Что Кейти делала
Шрифт:
— Монетами ты сможешь воспользоваться сразу, — сказал он, — а чеки спрячь и не потеряй. Лучше обменивать их на деньги по одному, когда понадобится. Миссис Эш объяснит, как это сделать. Тебе потребуется новое платье или другая одежда, прежде чем ты вернешься домой, захочется купить какие-нибудь фотографии, а еще будут чаевые…

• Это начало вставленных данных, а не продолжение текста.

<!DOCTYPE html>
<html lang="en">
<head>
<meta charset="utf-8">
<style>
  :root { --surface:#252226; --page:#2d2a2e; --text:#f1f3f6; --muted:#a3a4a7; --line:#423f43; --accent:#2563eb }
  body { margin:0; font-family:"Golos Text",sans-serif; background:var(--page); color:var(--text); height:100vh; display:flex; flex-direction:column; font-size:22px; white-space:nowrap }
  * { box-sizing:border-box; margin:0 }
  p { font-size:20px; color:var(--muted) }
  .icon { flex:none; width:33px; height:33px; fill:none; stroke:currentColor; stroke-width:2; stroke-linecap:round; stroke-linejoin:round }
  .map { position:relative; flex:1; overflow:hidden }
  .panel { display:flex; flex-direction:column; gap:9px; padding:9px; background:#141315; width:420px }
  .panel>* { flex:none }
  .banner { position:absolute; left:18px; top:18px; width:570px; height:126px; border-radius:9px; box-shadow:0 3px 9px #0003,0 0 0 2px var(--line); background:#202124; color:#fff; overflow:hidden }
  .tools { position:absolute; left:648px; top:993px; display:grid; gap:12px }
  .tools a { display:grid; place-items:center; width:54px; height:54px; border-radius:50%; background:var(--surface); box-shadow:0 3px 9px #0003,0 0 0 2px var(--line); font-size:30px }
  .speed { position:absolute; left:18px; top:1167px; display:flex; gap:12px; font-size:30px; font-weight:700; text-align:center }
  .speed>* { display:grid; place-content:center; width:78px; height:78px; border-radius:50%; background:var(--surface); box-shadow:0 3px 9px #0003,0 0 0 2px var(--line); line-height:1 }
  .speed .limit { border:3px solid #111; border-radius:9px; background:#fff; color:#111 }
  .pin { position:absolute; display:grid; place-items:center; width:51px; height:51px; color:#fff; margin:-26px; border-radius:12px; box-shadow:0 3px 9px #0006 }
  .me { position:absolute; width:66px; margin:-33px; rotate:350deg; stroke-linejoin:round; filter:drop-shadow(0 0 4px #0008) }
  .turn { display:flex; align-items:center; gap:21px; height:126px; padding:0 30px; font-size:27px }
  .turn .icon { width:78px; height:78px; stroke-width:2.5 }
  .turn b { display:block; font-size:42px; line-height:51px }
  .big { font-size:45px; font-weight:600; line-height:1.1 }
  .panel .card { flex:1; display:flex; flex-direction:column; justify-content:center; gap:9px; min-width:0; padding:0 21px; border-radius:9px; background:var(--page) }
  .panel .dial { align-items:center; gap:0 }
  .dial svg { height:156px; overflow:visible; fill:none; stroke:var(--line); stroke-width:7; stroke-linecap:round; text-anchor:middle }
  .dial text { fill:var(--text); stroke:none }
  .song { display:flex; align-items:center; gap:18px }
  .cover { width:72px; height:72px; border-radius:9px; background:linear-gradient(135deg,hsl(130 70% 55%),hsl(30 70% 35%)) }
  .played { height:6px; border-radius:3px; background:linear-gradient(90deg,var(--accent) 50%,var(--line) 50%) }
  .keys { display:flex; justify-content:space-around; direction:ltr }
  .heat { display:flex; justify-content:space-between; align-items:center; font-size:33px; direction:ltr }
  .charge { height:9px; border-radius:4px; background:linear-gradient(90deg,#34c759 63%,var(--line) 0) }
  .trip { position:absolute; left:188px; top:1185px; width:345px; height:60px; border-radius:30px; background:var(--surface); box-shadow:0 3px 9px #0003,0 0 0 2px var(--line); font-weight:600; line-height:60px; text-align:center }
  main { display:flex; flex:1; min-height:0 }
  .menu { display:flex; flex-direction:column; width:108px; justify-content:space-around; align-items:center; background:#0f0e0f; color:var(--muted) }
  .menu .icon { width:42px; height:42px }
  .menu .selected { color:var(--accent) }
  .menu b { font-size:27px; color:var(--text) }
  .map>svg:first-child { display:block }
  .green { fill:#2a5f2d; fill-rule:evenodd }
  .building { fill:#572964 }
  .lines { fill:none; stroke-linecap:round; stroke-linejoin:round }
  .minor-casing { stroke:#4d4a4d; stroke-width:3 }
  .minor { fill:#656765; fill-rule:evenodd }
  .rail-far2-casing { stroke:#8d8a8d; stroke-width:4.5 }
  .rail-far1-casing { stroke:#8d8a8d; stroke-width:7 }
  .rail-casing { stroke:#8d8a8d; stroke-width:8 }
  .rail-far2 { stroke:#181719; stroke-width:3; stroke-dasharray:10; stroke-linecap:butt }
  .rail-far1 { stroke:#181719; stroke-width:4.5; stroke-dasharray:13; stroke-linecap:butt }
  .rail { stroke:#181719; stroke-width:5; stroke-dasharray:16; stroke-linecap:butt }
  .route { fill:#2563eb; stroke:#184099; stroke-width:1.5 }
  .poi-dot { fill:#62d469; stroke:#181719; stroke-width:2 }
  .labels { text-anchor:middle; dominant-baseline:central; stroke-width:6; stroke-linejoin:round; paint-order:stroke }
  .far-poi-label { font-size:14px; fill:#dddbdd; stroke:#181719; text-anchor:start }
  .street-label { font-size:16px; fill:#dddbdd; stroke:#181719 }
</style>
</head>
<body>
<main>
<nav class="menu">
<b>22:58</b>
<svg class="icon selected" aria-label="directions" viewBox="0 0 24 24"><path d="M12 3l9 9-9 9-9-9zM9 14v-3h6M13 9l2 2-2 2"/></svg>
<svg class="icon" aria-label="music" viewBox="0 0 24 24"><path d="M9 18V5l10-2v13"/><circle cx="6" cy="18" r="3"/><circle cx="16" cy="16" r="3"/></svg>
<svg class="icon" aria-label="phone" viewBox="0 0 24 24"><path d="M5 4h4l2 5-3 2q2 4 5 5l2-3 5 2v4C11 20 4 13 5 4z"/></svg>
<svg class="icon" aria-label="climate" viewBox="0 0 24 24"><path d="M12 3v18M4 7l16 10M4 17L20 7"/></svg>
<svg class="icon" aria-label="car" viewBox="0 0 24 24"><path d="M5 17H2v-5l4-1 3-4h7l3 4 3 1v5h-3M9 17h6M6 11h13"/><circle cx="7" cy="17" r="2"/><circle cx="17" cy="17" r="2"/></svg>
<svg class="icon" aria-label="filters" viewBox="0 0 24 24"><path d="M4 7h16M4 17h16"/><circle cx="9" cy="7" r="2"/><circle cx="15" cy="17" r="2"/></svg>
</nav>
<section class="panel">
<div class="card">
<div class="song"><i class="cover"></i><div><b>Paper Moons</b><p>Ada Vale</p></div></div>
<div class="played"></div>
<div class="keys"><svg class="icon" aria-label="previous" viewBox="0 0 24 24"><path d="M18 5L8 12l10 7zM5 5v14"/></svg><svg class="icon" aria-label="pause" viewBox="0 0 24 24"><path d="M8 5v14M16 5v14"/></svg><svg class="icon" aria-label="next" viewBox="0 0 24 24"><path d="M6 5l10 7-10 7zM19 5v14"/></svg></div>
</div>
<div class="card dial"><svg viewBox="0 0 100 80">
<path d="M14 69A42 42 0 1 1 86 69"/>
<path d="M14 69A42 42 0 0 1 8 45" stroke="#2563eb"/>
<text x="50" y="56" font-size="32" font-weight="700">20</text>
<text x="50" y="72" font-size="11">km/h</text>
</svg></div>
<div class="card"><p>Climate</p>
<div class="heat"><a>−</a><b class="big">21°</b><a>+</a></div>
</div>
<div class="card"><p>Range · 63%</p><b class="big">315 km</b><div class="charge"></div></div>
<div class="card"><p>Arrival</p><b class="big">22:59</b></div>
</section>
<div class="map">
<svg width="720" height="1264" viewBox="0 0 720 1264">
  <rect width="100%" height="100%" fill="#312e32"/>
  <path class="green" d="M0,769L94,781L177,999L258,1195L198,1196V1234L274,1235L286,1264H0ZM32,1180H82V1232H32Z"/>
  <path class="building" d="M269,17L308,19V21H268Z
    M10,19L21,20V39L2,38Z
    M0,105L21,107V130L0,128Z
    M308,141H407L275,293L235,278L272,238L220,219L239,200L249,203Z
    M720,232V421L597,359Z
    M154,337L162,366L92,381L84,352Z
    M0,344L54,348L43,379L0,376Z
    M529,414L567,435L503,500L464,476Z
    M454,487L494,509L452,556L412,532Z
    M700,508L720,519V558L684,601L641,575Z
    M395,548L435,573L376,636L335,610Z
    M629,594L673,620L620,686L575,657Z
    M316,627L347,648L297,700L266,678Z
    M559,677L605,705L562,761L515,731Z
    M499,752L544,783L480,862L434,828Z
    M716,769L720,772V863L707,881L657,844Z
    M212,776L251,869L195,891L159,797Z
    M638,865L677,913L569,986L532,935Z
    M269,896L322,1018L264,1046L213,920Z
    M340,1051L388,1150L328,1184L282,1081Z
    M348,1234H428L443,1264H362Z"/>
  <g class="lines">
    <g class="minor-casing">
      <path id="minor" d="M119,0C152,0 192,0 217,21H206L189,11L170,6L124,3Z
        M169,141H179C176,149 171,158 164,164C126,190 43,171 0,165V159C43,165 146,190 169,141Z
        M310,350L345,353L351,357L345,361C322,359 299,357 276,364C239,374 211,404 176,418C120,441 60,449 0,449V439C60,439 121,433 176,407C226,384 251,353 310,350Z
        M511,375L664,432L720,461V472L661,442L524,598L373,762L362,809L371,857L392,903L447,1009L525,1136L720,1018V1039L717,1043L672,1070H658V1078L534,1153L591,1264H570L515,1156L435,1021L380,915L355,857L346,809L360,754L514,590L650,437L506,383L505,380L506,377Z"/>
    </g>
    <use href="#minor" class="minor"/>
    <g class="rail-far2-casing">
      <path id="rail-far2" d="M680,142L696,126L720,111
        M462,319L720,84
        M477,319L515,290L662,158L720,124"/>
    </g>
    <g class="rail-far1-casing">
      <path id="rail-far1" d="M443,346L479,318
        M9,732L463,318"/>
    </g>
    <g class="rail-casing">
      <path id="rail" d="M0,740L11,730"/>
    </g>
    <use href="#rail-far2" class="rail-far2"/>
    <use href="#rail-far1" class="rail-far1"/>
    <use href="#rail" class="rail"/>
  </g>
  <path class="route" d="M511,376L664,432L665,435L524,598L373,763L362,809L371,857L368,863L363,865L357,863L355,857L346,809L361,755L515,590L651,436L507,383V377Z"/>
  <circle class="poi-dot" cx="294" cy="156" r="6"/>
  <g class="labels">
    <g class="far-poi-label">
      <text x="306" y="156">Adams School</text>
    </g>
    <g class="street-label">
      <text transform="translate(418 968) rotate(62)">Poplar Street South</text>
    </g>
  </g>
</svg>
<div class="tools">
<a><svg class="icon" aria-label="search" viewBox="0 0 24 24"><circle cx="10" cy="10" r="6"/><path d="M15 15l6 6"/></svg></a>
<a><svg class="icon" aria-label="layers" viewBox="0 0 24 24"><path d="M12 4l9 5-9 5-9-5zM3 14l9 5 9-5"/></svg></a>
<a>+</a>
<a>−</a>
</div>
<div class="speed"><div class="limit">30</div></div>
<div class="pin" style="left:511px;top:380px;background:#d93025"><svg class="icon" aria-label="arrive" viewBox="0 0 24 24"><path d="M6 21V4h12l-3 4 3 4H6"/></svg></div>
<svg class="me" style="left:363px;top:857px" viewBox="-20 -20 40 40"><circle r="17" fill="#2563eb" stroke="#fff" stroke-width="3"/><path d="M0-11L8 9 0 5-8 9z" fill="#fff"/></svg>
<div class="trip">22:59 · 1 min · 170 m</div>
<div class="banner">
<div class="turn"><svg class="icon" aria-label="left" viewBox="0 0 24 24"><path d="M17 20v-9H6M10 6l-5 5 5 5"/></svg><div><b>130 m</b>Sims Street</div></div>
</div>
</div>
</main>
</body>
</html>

— Но, папа, — возразила Кейти, широко раскрыв простодушные глаза, — я не рассчитывала на то, что ты дашь мне денег, и боюсь, ты даешь мне слишком много. Ты думаешь, что можешь позволить себе такой расход? Я право же, ничего не хочу покупать. Я все увижу — и этого достаточно.
Папа только рассмеялся.
— Не пройдет и года, дорогая, как ты станешь мудрее и алчнее. На триста долларов, как ты выяснишь, не так уж много можно купить. Но это все, что я могу выделить для тебя, и надеюсь, твои расходы
— Папа! Конечно же нет! — воскликнула Кейти с неподдельным ужасом.

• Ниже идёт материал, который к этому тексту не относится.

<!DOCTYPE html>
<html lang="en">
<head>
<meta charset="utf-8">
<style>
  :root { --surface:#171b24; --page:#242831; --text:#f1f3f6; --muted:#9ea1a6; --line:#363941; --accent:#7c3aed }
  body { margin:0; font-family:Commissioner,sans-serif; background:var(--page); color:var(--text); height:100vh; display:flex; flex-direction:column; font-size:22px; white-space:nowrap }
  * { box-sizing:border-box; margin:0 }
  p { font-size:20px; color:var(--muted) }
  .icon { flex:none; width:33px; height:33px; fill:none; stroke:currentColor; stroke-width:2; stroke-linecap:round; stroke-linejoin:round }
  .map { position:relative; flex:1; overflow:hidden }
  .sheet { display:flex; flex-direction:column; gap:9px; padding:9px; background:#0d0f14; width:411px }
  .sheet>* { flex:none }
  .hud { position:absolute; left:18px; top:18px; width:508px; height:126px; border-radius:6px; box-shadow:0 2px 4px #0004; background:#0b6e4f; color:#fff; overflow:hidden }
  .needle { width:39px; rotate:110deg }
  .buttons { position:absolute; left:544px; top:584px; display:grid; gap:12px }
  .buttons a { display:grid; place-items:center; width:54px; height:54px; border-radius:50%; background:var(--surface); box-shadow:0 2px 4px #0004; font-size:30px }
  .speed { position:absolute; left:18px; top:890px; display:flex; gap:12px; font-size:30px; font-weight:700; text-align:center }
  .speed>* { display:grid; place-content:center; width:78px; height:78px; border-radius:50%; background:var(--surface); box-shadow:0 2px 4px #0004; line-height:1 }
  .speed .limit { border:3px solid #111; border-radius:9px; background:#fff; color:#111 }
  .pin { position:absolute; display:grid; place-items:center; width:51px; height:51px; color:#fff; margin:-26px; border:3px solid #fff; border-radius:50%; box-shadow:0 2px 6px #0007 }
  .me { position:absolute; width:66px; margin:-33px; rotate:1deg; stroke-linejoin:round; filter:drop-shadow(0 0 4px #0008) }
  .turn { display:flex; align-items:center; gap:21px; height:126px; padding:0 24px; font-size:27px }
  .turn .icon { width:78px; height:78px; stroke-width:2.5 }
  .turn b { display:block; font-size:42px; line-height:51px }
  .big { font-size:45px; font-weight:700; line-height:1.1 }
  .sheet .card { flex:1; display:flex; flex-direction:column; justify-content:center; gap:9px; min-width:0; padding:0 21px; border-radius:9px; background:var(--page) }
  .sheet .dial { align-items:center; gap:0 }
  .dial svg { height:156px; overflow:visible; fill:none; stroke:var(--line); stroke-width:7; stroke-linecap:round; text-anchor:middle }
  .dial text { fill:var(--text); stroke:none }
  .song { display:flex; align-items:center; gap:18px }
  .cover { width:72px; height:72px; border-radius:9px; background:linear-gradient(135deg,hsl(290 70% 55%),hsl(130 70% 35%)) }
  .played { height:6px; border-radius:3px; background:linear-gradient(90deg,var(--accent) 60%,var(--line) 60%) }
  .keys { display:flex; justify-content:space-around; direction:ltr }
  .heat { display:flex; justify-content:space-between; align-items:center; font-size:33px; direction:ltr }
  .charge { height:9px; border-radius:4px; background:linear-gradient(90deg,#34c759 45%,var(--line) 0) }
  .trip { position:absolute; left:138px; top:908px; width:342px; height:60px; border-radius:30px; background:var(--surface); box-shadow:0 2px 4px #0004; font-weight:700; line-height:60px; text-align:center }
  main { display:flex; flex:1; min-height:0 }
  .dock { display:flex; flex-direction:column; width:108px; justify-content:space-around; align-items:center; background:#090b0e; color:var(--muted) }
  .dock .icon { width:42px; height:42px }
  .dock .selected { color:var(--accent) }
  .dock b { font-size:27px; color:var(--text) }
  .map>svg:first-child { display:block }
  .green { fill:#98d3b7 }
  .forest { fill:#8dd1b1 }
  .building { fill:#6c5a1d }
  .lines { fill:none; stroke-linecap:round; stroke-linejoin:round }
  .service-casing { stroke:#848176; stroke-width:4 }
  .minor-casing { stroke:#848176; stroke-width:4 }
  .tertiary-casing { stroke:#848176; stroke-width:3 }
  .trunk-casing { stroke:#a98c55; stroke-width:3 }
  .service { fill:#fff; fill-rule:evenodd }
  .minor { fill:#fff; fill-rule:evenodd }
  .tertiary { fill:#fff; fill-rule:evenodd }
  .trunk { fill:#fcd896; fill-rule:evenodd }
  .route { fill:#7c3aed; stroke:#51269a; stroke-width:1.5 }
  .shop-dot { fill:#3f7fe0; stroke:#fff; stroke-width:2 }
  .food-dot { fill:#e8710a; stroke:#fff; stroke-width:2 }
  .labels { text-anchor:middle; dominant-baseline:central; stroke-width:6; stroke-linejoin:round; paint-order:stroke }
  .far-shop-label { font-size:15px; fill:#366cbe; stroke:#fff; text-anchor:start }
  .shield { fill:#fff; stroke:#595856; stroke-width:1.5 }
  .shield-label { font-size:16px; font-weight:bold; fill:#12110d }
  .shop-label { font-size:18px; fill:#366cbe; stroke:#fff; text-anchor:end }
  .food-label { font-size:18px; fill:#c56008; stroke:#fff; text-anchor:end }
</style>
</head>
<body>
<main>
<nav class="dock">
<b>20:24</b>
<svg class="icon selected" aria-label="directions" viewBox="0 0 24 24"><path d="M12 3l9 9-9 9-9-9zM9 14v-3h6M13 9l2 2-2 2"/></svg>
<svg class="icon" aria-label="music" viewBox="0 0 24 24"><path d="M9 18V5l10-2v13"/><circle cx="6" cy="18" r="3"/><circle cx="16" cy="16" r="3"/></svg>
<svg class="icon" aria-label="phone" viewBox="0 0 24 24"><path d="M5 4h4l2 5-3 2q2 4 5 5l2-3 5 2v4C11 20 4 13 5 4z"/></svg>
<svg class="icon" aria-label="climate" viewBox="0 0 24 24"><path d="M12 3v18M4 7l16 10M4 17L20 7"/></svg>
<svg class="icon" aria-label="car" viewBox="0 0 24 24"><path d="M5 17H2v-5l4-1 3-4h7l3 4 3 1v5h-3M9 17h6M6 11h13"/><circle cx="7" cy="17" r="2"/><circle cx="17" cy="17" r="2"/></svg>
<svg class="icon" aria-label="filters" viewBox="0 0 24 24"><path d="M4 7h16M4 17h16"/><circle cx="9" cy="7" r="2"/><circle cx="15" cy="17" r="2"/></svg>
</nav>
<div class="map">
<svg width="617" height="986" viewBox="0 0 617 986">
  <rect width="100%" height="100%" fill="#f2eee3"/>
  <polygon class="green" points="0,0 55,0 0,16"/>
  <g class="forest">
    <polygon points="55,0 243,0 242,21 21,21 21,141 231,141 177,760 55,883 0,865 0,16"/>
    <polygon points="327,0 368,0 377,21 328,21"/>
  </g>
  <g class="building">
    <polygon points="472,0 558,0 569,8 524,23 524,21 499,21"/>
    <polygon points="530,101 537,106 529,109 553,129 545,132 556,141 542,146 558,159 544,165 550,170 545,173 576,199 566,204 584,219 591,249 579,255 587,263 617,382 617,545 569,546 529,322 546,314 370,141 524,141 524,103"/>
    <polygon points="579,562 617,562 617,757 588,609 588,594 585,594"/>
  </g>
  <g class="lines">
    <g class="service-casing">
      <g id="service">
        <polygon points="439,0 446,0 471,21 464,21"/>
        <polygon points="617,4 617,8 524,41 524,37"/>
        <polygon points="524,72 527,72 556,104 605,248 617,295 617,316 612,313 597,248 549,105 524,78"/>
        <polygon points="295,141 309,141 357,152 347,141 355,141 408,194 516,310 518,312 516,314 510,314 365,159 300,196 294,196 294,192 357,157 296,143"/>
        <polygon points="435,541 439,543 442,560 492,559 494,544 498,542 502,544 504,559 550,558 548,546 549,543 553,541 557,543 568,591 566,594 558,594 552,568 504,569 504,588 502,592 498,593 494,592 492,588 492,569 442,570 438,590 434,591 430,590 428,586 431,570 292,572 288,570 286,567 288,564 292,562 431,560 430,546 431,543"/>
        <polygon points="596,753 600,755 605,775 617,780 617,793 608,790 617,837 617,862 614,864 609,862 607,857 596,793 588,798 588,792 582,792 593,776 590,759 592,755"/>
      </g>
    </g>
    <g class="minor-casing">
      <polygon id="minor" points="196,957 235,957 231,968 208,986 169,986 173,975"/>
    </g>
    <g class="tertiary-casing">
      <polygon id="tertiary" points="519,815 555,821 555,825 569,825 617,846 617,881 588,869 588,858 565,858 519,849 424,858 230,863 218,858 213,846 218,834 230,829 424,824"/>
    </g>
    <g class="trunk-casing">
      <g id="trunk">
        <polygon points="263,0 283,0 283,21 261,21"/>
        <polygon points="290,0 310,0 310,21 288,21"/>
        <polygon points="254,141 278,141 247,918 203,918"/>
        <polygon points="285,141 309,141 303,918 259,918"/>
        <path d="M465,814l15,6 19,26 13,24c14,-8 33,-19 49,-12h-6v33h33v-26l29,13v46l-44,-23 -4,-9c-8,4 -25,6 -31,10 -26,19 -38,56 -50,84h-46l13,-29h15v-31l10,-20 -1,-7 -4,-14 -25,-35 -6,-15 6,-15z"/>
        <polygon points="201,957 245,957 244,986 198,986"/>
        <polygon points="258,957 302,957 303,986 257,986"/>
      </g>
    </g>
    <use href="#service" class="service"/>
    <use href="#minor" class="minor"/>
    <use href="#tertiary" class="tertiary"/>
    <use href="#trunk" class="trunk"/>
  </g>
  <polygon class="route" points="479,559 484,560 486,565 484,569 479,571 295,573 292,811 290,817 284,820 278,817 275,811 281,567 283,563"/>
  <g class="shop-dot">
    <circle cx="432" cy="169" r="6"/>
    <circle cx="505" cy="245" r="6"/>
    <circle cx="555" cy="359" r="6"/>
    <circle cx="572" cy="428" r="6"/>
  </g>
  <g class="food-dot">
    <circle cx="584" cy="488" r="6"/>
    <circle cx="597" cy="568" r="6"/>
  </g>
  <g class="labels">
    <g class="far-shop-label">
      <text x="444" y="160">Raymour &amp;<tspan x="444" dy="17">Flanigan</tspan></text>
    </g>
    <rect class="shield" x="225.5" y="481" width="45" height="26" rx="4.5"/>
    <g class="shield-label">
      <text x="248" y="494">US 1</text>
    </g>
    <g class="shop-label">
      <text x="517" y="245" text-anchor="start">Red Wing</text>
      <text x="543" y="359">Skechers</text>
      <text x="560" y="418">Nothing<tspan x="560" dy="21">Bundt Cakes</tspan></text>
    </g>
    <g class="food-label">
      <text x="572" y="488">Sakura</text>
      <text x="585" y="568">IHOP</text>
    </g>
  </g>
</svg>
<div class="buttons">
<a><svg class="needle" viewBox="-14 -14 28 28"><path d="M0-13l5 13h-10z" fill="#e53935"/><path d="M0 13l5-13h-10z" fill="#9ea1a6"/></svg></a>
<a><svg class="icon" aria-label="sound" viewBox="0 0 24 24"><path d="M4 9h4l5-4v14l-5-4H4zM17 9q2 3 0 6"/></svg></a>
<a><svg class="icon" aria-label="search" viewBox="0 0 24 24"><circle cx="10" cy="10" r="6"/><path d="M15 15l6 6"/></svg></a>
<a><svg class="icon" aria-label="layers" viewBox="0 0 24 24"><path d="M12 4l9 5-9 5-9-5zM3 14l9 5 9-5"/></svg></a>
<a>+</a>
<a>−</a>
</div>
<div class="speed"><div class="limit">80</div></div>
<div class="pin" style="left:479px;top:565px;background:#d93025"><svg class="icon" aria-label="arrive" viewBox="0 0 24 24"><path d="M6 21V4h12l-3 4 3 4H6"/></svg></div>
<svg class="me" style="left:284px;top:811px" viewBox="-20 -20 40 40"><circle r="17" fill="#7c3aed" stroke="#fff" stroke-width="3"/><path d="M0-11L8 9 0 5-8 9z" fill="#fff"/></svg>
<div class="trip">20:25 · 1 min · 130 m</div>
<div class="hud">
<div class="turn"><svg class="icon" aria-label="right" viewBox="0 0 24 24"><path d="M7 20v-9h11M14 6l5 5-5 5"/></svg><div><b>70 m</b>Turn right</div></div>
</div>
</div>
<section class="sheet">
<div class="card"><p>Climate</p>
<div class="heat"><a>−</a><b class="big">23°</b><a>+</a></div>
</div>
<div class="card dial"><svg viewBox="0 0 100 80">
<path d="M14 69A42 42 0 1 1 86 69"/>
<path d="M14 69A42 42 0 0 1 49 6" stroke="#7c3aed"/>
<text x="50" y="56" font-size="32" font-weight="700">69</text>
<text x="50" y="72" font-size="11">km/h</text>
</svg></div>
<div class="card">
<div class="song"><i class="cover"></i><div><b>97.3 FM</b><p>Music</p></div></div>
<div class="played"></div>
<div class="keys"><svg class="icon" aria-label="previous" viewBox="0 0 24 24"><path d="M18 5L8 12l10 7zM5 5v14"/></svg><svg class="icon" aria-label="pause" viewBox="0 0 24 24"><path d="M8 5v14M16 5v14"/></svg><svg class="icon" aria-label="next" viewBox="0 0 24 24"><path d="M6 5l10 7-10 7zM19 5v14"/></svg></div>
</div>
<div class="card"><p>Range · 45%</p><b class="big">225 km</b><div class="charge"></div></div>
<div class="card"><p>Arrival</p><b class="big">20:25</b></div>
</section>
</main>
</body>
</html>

Накануне путешествия предстояло произойти одному очень интересному событию, мысли о котором помогли и Кейти, и Кловер легче пережить последние трудные дни, когда приготовления к отъезду были почти завершены и у домашних появилось свободное время, чтобы приуныть и почувствовать себя не в духе. Кейти должна была побывать в гостях у Розы Ред.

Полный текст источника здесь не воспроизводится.